* [PROBLEM DESCRIPTION] Transcribe the data in full, keeping each line exactly as it appears.

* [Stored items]

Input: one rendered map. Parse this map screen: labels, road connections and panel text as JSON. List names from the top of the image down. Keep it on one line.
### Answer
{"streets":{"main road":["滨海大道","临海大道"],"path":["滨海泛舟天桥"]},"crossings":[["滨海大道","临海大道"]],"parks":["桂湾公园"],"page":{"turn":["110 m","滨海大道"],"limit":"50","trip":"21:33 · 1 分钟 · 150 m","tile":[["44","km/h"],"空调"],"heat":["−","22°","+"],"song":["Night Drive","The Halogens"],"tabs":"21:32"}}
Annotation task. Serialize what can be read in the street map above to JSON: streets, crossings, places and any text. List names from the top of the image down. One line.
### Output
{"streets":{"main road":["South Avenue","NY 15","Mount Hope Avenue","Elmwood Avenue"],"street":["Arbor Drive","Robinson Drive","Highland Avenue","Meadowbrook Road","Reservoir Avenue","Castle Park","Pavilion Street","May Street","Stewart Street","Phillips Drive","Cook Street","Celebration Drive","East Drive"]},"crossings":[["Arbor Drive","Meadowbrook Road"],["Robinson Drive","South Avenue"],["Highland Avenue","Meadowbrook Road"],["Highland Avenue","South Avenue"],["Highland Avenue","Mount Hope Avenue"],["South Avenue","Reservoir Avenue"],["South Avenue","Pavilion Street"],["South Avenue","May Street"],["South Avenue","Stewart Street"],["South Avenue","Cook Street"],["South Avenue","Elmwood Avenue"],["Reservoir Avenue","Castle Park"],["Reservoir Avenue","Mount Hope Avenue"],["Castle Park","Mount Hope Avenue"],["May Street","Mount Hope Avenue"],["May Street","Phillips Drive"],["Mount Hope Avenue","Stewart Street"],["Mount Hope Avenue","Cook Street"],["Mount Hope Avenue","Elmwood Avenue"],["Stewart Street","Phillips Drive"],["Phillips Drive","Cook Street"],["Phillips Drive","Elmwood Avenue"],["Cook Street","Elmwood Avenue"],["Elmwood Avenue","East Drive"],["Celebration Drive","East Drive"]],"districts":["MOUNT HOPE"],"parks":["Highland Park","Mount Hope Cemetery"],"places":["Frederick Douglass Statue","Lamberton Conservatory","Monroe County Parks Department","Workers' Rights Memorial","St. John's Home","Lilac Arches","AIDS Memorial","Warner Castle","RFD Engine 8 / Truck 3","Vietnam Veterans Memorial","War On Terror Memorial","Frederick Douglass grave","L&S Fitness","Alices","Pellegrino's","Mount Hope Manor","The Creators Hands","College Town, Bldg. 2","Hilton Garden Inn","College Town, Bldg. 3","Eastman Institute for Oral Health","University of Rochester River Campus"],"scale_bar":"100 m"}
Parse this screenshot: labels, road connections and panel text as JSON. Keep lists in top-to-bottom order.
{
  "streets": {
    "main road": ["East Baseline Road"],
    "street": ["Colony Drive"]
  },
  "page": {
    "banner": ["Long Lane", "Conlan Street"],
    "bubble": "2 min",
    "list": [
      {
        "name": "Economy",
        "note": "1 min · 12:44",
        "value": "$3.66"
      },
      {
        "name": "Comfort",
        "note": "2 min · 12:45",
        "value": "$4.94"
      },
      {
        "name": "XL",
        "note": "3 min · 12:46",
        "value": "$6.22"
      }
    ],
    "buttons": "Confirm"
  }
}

* [WRITTEN SOLUTION]
Input: one rendered map. Parse this map screen: labels, road connections and panel text as JSON. List names from the top of the image down. Keep it on one line.
### Answer
{"streets":{"main road":["滨海大道","临海大道"],"path":["滨海泛舟天桥"]},"crossings":[["滨海大道","临海大道"]],"parks":["桂湾公园"],"page":{"turn":["110 m","滨海大道"],"limit":"50","trip":"21:33 · 1 分钟 · 150 m","tile":[["44","km/h"],"空调"],"heat":["−","22°","+"],"song":["Night Drive","The Halogens"],"tabs":"21:32"}}
Annotation task. Serialize what can be read in the street map above to JSON: streets, crossings, places and any text. List names from the top of the image down. One line.
### Output
{"streets":{"main road":["South Avenue","NY 15","Mount Hope Avenue","Elmwood Avenue"],"street":["Arbor Drive","Robinson Drive","Highland Avenue","Meadowbrook Road","Reservoir Avenue","Castle Park","Pavilion Street","May Street","Stewart Street","Phillips Drive","Cook Street","Celebration Drive","East Drive"]},"crossings":[["Arbor Drive","Meadowbrook Road"],["Robinson Drive","South Avenue"],["Highland Avenue","Meadowbrook Road"],["Highland Avenue","South Avenue"],["Highland Avenue","Mount Hope Avenue"],["South Avenue","Reservoir Avenue"],["South Avenue","Pavilion Street"],["South Avenue","May Street"],["South Avenue","Stewart Street"],["South Avenue","Cook Street"],["South Avenue","Elmwood Avenue"],["Reservoir Avenue","Castle Park"],["Reservoir Avenue","Mount Hope Avenue"],["Castle Park","Mount Hope Avenue"],["May Street","Mount Hope Avenue"],["May Street","Phillips Drive"],["Mount Hope Avenue","Stewart Street"],["Mount Hope Avenue","Cook Street"],["Mount Hope Avenue","Elmwood Avenue"],["Stewart Street","Phillips Drive"],["Phillips Drive","Cook Street"],["Phillips Drive","Elmwood Avenue"],["Cook Street","Elmwood Avenue"],["Elmwood Avenue","East Drive"],["Celebration Drive","East Drive"]],"districts":["MOUNT HOPE"],"parks":["Highland Park","Mount Hope Cemetery"],"places":["Frederick Douglass Statue","Lamberton Conservatory","Monroe County Parks Department","Workers' Rights Memorial","St. John's Home","Lilac Arches","AIDS Memorial","Warner Castle","RFD Engine 8 / Truck 3","Vietnam Veterans Memorial","War On Terror Memorial","Frederick Douglass grave","L&S Fitness","Alices","Pellegrino's","Mount Hope Manor","The Creators Hands","College Town, Bldg. 2","Hilton Garden Inn","College Town, Bldg. 3","Eastman Institute for Oral Health","University of Rochester River Campus"],"scale_bar":"100 m"}
Parse this screenshot: labels, road connections and panel text as JSON. Keep lists in top-to-bottom order.
{
  "streets": {
    "main road": ["East Baseline Road"],
    "street": ["Colony Drive"]
  },
  "page": {
    "banner": ["Long Lane", "Conlan Street"],
    "bubble": "2 min",
    "list": [
      {
        "name": "Economy",
        "note": "1 min · 12:44",
        "value": "$3.66"
      },
      {
        "name": "Comfort",
        "note": "2 min · 12:45",
        "value": "$4.94"
      },
      {
        "name": "XL",
        "note": "3 min · 12:46",
        "value": "$6.22"
      }
    ],
    "buttons": "Confirm"
  }
}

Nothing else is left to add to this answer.